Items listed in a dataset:
____
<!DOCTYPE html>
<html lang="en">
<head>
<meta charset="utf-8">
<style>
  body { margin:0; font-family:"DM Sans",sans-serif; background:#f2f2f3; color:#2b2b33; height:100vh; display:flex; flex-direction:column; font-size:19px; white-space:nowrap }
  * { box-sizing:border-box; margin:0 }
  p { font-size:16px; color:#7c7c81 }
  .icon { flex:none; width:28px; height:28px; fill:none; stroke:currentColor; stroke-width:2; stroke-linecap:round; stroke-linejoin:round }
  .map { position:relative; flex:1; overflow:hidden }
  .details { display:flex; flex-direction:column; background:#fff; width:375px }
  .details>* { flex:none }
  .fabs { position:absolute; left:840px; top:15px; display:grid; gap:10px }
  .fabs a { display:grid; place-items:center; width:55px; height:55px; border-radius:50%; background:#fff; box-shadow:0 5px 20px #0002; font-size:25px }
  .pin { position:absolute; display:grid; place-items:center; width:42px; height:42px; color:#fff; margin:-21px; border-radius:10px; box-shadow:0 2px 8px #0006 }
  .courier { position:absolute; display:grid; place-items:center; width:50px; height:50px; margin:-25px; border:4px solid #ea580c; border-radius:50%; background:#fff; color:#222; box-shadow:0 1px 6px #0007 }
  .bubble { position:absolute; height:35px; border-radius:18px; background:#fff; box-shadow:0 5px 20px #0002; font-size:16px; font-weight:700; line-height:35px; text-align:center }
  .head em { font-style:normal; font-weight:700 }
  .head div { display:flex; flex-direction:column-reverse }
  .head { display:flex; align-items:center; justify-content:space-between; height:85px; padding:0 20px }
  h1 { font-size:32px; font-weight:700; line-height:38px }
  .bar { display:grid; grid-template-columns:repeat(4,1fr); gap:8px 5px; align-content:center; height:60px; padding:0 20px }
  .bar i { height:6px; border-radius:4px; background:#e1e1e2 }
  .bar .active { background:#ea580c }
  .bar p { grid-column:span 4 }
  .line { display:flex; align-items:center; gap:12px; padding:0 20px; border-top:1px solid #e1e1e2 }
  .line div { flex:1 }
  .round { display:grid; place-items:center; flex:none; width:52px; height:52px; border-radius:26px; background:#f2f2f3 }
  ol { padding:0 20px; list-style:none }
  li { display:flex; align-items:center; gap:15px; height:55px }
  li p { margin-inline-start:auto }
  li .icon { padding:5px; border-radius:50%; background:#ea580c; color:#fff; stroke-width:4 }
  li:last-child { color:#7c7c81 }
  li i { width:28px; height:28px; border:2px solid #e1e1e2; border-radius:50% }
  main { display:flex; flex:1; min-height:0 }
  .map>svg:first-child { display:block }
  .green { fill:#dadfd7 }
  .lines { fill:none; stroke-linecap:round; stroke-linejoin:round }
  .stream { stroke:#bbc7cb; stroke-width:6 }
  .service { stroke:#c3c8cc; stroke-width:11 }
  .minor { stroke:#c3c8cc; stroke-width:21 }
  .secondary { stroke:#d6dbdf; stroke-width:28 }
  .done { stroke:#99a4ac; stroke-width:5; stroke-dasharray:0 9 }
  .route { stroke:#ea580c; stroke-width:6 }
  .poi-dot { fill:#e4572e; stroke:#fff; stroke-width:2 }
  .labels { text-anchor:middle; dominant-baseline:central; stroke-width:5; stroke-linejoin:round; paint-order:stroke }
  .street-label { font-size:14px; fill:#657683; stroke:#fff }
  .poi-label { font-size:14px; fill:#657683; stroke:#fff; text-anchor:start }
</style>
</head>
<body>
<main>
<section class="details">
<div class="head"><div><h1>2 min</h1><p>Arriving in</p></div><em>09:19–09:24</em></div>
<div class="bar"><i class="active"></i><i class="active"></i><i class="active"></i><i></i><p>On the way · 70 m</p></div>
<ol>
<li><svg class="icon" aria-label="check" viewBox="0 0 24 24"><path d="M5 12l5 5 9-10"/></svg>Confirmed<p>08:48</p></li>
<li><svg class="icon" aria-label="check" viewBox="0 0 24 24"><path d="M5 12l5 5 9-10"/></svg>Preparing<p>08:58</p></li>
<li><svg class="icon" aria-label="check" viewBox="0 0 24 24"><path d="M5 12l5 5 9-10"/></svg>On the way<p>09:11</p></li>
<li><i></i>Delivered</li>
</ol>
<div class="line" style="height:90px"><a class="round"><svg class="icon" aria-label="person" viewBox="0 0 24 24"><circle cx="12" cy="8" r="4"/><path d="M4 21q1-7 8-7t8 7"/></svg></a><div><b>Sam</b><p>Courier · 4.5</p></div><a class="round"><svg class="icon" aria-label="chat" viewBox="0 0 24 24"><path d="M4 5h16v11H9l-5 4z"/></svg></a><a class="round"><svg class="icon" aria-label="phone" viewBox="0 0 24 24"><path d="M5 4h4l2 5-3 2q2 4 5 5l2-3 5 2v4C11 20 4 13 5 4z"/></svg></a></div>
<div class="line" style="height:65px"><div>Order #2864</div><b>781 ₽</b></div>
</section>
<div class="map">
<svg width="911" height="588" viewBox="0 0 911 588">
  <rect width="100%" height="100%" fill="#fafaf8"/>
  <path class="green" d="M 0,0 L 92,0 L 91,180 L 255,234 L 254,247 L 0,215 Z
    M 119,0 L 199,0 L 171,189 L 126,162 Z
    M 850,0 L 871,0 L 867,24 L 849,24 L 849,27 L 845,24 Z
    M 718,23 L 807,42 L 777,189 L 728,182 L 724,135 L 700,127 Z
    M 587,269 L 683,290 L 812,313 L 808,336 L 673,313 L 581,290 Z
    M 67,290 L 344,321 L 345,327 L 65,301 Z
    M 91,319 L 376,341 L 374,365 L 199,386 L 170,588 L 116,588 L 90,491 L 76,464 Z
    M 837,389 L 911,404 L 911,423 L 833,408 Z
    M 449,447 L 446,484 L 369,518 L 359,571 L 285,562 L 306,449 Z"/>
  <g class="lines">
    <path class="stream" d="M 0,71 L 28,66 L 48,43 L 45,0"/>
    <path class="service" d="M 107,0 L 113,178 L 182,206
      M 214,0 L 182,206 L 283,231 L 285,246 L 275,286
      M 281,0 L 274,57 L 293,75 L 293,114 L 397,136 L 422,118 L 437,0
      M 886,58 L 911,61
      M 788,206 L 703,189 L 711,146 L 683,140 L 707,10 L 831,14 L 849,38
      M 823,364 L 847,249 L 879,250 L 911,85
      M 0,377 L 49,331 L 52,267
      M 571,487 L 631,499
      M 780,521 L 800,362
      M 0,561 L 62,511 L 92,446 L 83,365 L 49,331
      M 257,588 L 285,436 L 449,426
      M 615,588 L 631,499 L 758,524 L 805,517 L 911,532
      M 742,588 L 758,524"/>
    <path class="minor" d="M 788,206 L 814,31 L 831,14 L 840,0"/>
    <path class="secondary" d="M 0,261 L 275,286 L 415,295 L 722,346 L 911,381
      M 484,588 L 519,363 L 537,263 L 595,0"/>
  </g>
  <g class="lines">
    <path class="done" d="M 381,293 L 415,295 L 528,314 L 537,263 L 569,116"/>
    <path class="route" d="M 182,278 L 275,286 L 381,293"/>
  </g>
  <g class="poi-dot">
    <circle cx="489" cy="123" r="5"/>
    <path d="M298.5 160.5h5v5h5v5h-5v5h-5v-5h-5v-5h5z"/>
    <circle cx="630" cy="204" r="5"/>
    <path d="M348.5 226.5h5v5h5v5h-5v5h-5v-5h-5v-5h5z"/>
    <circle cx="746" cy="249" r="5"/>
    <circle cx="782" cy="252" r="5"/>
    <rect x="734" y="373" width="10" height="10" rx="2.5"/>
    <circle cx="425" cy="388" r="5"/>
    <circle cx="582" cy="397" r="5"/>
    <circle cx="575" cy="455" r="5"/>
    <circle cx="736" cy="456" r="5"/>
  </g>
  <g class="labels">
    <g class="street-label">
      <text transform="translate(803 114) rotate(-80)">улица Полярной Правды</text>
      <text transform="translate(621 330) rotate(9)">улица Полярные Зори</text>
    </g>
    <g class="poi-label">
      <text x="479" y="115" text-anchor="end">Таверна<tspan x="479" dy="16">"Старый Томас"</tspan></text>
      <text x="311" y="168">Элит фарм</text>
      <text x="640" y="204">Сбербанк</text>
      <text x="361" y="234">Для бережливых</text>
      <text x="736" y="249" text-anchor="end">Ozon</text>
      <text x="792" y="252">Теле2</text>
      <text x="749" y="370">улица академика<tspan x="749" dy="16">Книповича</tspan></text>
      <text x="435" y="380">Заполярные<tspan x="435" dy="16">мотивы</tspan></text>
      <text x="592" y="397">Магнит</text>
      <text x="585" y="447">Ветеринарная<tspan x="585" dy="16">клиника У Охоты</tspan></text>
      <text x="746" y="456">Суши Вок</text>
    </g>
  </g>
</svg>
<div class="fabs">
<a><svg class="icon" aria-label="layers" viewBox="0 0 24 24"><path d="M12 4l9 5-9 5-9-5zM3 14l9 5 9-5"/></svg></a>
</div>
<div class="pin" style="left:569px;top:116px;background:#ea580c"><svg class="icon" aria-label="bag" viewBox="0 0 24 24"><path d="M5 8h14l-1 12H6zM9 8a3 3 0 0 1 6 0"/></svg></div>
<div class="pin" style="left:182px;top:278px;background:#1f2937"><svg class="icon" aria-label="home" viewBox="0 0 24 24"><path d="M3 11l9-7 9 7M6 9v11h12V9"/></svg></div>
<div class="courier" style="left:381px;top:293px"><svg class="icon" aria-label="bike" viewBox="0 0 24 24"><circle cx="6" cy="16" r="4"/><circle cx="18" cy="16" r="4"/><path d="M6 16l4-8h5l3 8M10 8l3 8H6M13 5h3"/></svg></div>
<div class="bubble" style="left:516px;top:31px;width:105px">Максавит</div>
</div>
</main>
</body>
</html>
____
For the lines above, output exactly those from the line containing "display:flex; flex-direction:column; background:#fff;" through the line containing "display:grid; place-items:center; width:42px;", and skip the others.

  .details { display:flex; flex-direction:column; background:#fff; width:375px }
  .details>* { flex:none }
  .fabs { position:absolute; left:840px; top:15px; display:grid; gap:10px }
  .fabs a { display:grid; place-items:center; width:55px; height:55px; border-radius:50%; background:#fff; box-shadow:0 5px 20px #0002; font-size:25px }
  .pin { position:absolute; display:grid; place-items:center; width:42px; height:42px; color:#fff; margin:-21px; border-radius:10px; box-shadow:0 2px 8px #0006 }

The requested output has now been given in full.